Saved entries
= = = = =
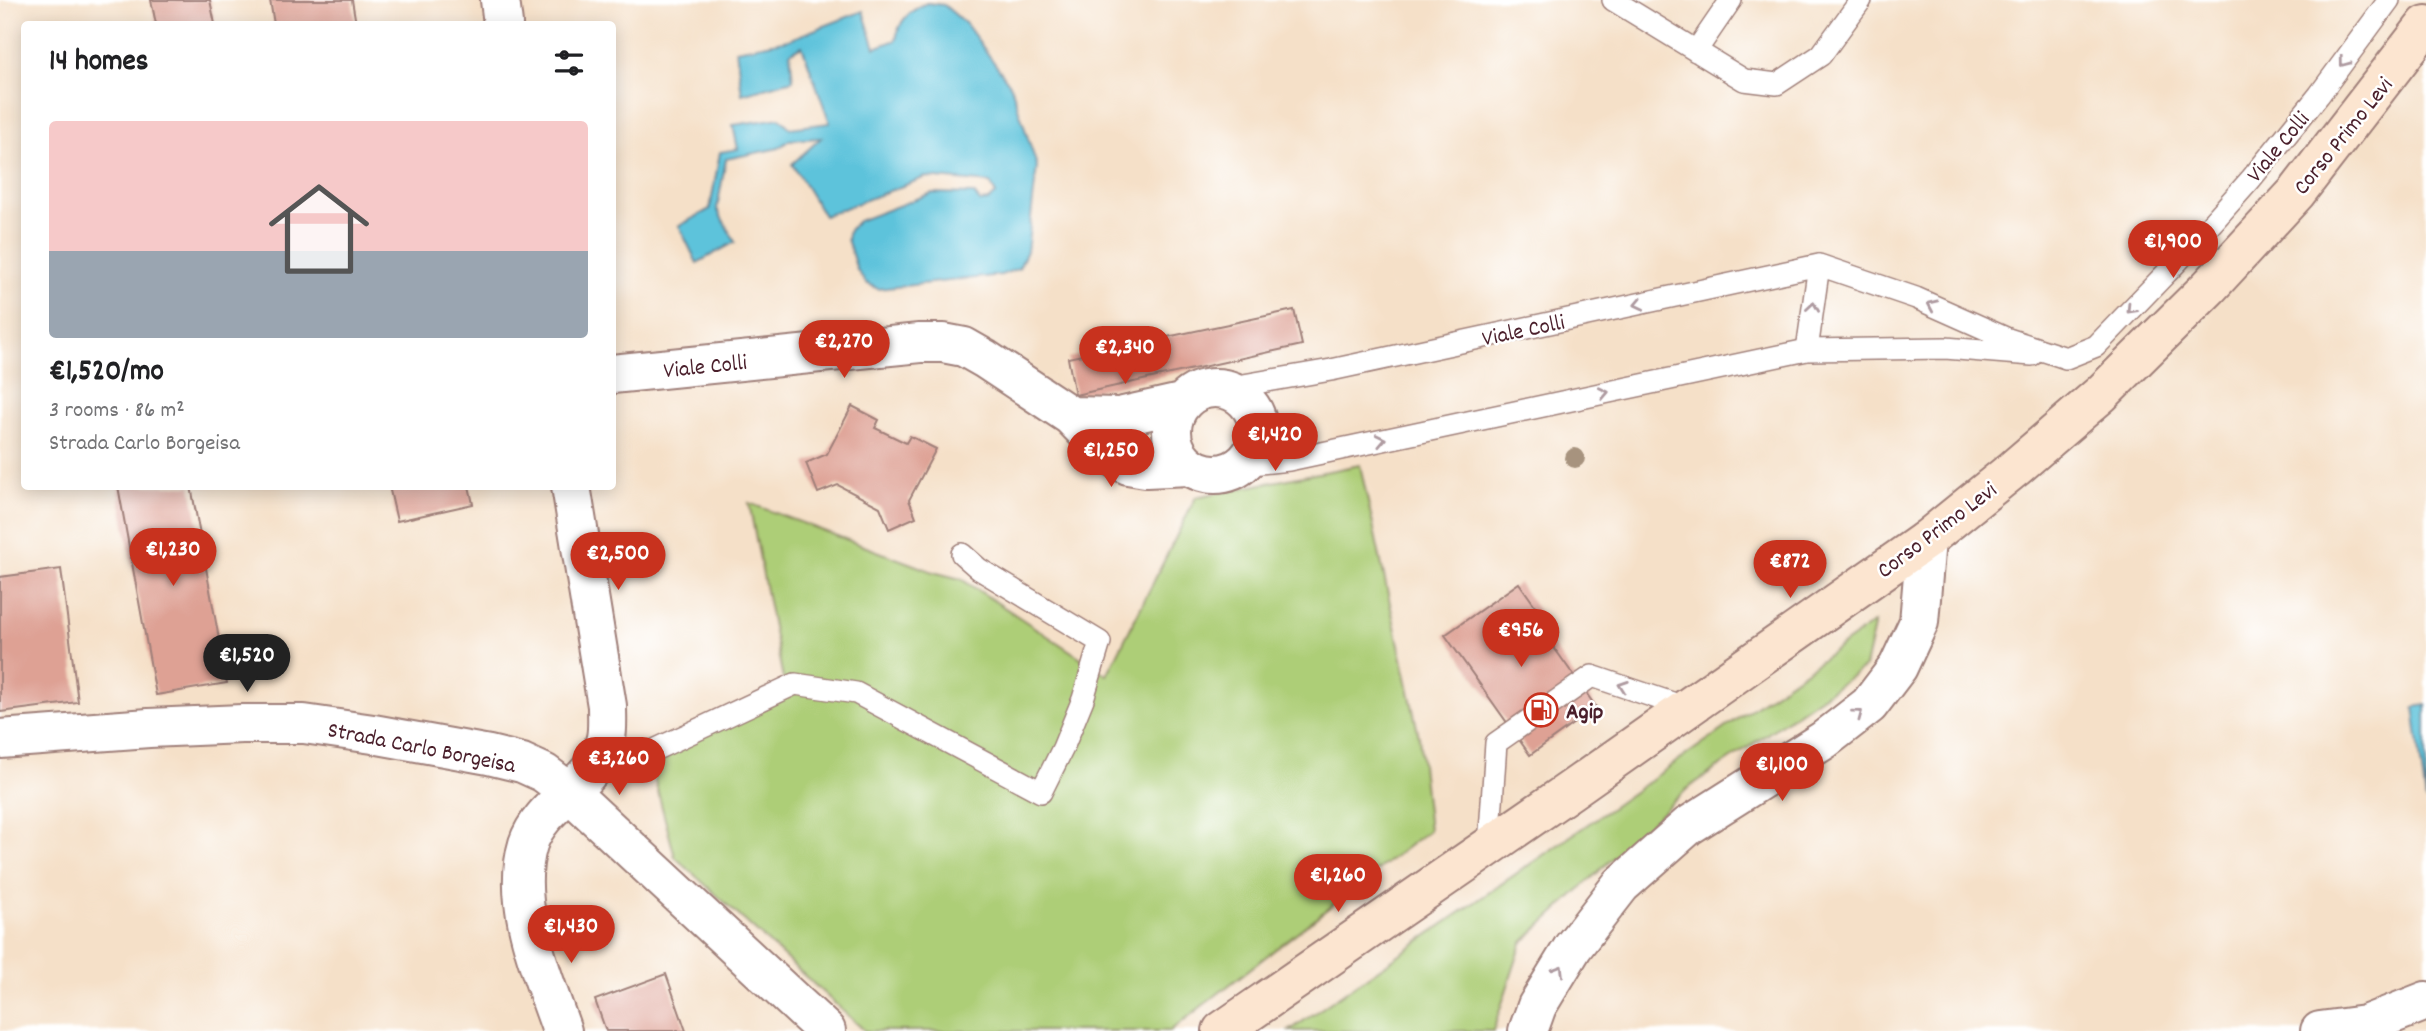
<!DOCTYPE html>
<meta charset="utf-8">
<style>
:root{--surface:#fff;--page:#f6f6f6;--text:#202124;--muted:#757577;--line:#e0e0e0;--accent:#c8321e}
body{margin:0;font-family:Dekko,sans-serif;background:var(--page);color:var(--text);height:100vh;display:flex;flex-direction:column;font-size:26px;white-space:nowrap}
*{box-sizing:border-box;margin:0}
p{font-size:23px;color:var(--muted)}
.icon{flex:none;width:38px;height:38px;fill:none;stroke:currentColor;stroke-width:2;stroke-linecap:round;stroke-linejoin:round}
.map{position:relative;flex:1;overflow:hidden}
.side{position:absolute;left:21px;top:21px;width:595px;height:469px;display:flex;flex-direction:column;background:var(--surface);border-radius:7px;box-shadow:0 4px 18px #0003}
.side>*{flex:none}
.price{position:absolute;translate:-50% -60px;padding:0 16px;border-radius:24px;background:var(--accent);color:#fff;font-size:23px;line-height:46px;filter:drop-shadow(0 2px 4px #0008)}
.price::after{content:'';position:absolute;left:50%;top:42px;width:21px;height:16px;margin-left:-10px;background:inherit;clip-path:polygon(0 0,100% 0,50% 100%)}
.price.active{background:#222;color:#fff}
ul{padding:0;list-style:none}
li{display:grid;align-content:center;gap:14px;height:371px;padding:0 28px}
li+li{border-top:2px solid var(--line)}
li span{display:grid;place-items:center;height:217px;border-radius:7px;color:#555}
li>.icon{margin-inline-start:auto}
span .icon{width:126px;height:126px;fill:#fffc;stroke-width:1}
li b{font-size:30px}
h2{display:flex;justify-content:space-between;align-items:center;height:84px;padding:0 28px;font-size:30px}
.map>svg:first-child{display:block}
.green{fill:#adce77;stroke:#7c7651;stroke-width:2}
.water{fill:#5dc3db;stroke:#547183;stroke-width:2}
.building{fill:#dea194}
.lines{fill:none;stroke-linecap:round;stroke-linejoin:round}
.service-casing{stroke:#a0807a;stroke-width:24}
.minor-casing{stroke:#a0807a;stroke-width:42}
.tertiary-casing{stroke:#a0807a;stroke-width:42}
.secondary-casing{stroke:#a0807a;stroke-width:42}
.service{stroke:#fff;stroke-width:21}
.minor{stroke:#fff;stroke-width:38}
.tertiary{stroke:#fff;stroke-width:38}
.secondary{stroke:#fce5d0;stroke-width:38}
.tree{fill:#a7937e}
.oneway{stroke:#ae9aa0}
.labels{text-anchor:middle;stroke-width:5;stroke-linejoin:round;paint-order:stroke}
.street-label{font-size:23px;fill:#4a1f2b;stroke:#fff}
.poi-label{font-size:23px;font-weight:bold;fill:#4a1f2b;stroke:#fff;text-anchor:start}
</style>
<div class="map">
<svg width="2426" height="1031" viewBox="0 0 2426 1031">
<rect width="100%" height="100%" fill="#fff"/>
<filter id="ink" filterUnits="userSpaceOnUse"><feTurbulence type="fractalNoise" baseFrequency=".0143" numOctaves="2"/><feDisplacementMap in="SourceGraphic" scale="14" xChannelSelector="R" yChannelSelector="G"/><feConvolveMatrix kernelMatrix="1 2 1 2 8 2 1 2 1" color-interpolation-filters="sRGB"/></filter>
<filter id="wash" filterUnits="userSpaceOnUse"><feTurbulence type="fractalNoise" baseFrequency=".00686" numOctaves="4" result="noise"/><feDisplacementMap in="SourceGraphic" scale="28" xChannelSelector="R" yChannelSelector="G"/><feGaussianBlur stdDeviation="1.57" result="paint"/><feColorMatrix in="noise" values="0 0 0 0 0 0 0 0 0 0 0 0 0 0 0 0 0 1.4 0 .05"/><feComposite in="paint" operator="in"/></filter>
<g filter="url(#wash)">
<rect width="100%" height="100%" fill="#f5e0c8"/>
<path class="green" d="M1360 465 1419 737 1429 830 1170 1031H865L675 857 650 762 786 694 749 503 933 572 961 579 1107 675 1196 497Z
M1875 622 1865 667 1688 788 1522 943 1493 1031H1289L1604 813Z"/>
<path class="water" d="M927 3 944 5 966 24 1011 86 1037 166 1027 251 1019 268 1001 275 878 289 866 283 857 270 847 239 849 230 858 221 932 193 974 194 980 202 988 201 996 194 990 183 926 177 824 216 792 164 821 138 789 140 779 148 726 159 717 209 735 242 697 263 679 226 710 209 720 152 738 149 733 125 780 118 790 128 830 123 802 46 790 53 793 80 742 94 736 50 788 40 863 11 875 48 896 40C899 20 909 11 927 3Z
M2426 705V802L2414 707Z"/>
<g id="blocks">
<path class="building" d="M151 0H210L215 24H156Z
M270 0H352L356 24H274Z
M1294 310 1302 345 1075 395 1068 358Z
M852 406 879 420 875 428 906 443 910 436 936 449 909 500 916 517 889 529 880 507 838 485 818 493 806 463 827 454Z
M118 486H191L227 683 156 695Z
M389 486H469L473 504 397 521Z
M61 569 78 702 0 712V577Z
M1519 583 1550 627 1543 632 1596 707 1530 755 1445 635Z
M666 974 686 1031H606L595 1000Z"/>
</g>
</g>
<g filter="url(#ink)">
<use href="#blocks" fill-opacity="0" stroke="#a0807a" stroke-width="2"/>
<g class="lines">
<defs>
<path id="service" d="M1613 0 1744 80 1777 84 1821 55 1861 0
M1696 51 1731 0
M1819 265 1916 298 2008 339 2066 358 2096 346 2178 261 2251 179 2319 95 2389 0
M1807 350 1945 348 2032 355
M1226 388 1331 370 1819 265 1807 350 1289 460 1242 465
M598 761 650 752 795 684 856 693 1041 792 1063 748 1083 699 1100 642 979 569 962 554
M1489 847 1496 743 1592 676 1687 708"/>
<path id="minor" d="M612 374 920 343H943L964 347 985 359 1071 416 1106 452 1128 465 1146 468 1189 466
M1172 431a43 43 0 1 1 86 0a43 43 0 1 1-86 0Z
M1071 416 1119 417 1181 403
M0 739 149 728 242 724H304L373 734 489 755 522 763 544 773 568 791 826 1031
M1528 1031 1537 1006 1573 947 1621 885 1688 826 1824 740 1869 705 1898 667 1919 622 1926 540
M2320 1031 2365 1025 2426 1001"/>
<path id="tertiary" d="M500 0 503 24
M562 1031C543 975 510 904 528 844 542 801 597 784 606 738 608 728 607 716 607 706L571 486"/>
<path id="secondary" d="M1222 1031 1571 790 1926 540 2015 468 2101 394 2209 287 2297 192 2426 25"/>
</defs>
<use href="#service" class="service-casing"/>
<use href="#minor" class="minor-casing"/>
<use href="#tertiary" class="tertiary-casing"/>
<use href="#secondary" class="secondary-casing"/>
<use href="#service" class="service"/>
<use href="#minor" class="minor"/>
<use href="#tertiary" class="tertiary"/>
<use href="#secondary" class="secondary"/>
</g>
<circle class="tree" cx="1575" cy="458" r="10"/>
<defs><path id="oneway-chevron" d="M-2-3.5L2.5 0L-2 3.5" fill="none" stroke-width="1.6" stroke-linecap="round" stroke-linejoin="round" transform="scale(1.75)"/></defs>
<g class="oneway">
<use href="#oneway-chevron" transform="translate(2344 62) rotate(127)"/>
<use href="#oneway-chevron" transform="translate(1639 304) rotate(168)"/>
<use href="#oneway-chevron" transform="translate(1932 305) rotate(-156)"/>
<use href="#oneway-chevron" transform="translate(1813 307) rotate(-82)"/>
<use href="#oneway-chevron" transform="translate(2131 309) rotate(134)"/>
<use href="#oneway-chevron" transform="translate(1604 393) rotate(-12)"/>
<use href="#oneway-chevron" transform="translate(1381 440) rotate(-12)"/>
<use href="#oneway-chevron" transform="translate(1623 686) rotate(-161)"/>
<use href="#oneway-chevron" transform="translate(1858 714) rotate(-37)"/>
<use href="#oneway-chevron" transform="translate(1559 970) rotate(-59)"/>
</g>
</g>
<defs>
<symbol id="fuel-ring" viewBox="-11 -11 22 22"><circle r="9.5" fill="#fff" stroke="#c8321e" stroke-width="1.5"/><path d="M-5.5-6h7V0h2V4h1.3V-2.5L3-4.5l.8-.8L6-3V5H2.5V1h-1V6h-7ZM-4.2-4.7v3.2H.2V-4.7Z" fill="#c8321e"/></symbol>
</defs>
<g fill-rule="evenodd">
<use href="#fuel-ring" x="1522" y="691" width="38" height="38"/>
</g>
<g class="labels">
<g class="street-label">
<text transform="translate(2342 135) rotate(-51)" y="8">Corso Primo Levi</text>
<text transform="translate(2277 146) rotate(-50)" y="8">Viale Colli</text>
<text transform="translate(1523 329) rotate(-12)" y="8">Viale Colli</text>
<text transform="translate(705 365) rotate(-6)" y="8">Viale Colli</text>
<text transform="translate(1936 529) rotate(-37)" y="8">Corso Primo Levi</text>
<text transform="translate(422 746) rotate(11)" y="8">Strada Carlo Borgeisa</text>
</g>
<g class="poi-label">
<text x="1566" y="718">Agip</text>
</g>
</g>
</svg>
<b class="price" style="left:2173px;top:280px">€1,900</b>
<b class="price" style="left:844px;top:380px">€2,270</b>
<b class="price" style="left:1125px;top:386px">€2,340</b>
<b class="price" style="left:1275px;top:473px">€1,420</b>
<b class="price" style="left:1111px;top:489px">€1,250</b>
<b class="price" style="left:173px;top:588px">€1,230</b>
<b class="price" style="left:618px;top:592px">€2,500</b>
<b class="price" style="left:1790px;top:600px">€872</b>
<b class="price" style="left:1521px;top:669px">€956</b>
<b class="price active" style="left:247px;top:694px">€1,520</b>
<b class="price" style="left:619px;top:797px">€3,260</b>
<b class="price" style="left:1782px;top:803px">€1,100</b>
<b class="price" style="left:1338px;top:914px">€1,260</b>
<b class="price" style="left:571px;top:965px">€1,430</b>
<section class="side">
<h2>14 homes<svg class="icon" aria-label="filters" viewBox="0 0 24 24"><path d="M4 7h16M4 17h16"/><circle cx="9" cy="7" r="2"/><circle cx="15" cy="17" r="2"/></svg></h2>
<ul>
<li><span style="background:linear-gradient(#f6c9c9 60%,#9aa5b1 0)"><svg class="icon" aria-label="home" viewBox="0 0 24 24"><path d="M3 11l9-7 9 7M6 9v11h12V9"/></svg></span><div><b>€1,520/mo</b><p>3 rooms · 86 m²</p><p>Strada Carlo Borgeisa</p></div></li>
</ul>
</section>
</div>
= = = = =
ABOUT THIS TASK
Count each line above in which the string "shadow" appears, then state only the total.

THE ANSWER
2